その感情は、私(円)のものなのか、それとも私(準)のものなのかはわからない。

ただ、強く心に思った。

今度こそこの人を守ろうと。

未来を変えようと。

『水沢円』になりきる前に、やることがあると。

こうして私は「水沢円」のまま、「杉村準」になった。


明確な目標を見つけた私はそれから努力を重ねた。

もっとも、16歳になった今の私でも、かつての米海兵隊特殊部隊隊長ジュン・スギムラ中佐の戦闘力には遠く及ばない。

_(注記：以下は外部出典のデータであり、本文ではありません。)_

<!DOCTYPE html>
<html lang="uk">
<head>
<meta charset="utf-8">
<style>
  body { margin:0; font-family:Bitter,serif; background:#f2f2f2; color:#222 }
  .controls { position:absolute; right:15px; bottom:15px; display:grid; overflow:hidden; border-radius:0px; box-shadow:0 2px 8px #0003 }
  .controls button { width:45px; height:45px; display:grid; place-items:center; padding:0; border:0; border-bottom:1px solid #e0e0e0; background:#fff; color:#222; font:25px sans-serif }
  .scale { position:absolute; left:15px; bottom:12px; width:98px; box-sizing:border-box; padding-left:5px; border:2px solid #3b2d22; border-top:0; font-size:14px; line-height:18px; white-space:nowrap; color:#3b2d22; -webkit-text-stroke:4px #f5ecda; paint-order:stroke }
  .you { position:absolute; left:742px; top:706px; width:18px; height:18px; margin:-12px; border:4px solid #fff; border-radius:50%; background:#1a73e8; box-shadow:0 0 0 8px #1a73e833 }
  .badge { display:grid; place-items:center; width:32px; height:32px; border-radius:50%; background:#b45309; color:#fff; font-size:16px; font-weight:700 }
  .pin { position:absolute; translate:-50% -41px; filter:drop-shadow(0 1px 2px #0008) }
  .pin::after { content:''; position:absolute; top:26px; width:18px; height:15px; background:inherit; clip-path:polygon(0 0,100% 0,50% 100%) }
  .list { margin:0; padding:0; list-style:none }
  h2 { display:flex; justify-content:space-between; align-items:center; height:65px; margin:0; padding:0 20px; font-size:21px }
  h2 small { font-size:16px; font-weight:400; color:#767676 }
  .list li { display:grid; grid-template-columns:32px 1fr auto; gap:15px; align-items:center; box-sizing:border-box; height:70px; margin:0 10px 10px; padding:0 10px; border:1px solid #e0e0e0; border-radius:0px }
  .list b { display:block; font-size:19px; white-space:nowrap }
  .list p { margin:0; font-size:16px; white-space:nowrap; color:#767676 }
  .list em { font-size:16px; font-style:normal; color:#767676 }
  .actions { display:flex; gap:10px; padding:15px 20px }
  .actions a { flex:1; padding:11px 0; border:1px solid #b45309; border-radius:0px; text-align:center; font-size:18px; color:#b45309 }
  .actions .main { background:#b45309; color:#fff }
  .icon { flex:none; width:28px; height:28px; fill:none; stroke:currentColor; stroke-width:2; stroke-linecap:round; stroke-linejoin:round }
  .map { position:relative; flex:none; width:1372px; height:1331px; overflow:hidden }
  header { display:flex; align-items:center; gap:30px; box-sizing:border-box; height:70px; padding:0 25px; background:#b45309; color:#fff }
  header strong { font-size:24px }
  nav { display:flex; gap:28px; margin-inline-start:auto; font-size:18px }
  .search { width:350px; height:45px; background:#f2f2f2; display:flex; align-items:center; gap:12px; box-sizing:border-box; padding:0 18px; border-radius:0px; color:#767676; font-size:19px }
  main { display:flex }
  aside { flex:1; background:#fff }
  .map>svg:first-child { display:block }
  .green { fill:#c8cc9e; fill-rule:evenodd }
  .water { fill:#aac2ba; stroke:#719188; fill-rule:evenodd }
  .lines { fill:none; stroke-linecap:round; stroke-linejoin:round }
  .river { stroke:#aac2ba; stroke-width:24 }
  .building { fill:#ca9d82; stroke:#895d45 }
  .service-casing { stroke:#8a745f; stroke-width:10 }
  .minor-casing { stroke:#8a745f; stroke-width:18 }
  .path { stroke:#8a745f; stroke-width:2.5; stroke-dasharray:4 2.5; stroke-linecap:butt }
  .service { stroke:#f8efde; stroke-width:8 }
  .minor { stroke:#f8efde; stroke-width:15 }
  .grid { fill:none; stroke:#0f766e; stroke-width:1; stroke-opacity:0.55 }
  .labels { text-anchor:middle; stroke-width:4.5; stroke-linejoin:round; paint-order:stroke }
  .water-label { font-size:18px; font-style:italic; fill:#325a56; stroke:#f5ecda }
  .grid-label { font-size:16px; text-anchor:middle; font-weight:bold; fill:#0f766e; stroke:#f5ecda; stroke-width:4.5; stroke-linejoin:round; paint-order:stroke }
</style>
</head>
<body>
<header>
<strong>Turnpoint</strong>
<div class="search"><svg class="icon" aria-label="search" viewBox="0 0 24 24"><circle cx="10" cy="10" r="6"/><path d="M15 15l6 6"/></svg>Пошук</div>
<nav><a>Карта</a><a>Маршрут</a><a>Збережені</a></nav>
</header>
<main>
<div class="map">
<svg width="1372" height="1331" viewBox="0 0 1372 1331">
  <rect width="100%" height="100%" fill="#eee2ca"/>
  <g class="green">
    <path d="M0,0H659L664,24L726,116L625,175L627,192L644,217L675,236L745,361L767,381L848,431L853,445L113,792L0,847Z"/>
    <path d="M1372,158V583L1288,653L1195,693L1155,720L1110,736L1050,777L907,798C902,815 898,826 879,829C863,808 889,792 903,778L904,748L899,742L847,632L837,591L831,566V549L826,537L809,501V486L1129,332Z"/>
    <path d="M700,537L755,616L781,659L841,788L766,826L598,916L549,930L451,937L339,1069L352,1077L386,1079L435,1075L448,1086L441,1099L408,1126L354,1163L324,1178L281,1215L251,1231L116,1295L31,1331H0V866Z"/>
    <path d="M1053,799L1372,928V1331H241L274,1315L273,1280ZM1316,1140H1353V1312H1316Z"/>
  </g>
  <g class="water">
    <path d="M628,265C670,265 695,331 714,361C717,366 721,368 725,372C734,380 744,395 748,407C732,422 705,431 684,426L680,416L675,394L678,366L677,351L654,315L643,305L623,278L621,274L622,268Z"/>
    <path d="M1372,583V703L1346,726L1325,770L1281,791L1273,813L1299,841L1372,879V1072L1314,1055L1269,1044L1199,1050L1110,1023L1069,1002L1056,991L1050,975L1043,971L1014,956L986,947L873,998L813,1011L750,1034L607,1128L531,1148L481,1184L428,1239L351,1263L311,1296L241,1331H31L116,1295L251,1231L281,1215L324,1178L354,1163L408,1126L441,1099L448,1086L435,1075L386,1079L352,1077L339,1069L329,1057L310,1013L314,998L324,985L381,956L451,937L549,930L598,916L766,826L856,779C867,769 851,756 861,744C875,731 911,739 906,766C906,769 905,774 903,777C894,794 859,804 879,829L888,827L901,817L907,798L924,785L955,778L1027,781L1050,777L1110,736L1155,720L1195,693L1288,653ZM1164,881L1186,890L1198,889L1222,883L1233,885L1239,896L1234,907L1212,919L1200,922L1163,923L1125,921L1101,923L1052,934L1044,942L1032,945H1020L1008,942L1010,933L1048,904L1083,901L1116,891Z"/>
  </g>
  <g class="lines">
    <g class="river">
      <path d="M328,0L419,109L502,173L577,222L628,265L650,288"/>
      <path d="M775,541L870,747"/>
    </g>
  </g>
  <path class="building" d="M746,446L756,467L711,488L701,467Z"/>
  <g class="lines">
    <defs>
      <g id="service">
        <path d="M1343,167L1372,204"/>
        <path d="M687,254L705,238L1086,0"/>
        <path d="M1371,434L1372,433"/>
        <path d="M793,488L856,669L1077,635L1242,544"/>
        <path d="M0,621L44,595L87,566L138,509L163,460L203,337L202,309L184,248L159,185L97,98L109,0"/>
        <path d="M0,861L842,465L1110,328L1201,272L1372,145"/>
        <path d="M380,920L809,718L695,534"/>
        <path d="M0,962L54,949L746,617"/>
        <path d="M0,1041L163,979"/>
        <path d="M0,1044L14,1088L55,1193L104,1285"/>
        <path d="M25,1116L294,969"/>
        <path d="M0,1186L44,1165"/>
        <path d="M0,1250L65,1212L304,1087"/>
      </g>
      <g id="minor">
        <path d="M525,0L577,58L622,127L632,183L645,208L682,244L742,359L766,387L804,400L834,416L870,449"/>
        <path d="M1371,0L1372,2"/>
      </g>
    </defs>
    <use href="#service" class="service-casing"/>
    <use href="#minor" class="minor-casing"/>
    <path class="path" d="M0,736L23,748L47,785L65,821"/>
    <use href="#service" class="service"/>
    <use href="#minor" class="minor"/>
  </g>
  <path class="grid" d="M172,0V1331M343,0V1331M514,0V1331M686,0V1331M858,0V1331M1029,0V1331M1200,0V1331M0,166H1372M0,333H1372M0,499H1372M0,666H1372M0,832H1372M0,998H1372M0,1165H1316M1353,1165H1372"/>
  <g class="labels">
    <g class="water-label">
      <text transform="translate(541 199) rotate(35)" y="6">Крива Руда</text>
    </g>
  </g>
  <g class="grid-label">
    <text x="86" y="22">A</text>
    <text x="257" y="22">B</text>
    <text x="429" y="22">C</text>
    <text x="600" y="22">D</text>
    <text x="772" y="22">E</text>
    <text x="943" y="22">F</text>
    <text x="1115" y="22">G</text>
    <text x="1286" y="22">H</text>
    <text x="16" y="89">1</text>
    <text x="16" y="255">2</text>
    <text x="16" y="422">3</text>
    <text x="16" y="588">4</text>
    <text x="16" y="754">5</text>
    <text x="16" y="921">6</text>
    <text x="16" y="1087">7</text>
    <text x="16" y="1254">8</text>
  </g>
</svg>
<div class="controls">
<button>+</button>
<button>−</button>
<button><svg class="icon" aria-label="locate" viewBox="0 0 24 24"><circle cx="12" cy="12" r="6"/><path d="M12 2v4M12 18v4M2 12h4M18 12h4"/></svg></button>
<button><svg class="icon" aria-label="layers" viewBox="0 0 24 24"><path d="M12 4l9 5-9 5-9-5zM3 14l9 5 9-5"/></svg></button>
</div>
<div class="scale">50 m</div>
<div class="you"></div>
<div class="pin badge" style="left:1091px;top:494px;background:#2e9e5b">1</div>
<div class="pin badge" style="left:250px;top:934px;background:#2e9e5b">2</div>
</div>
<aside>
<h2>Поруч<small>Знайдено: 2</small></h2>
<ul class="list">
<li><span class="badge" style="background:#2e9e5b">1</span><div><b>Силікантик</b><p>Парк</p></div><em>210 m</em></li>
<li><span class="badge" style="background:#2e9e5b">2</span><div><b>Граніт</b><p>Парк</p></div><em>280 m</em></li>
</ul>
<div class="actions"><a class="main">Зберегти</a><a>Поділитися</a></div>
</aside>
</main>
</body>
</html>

これから、どんなに鍛えても、決して届くことはないだろう。

根本的に、男女の性差があるから当然だ。

だから私は相手の力を利用する方向の格闘術を学んだ。

それでも・・・10歳を迎える頃、私は怖かった。

なぜなら準の記憶にある、水沢円という少女は10歳まで生きられなかったからだ。

結果的に言えば、杞憂に過ぎなかった。

その時、歴史は変えられると私は確信した。


女子更衣室で、水着から着替えながら私は深い溜息をつく。

ちなみにまわりに他の女子が着替えてるのだが、反応することはない。

「悩んでるようだにゃ。」志保が声をかけてきた。

「・・・ほんと、ジャックは死んでも変わらない。」

喩えじゃ無く、まさにこの通りだ。

いや、余計にひどくなってるような気もする。

もっともジュンの時と今とでは捉え方から違うかもしれない。

・・あの時、結構ジャックの奴はショックを受けたんじゃないんだろうか。

ふと、普天間基地での経緯を思い出す。

深刻な問題では無いと本人は言ったが、実際は・・・・・。

トラウマ級の事件が私に襲いかかったのはその数日後の事だった。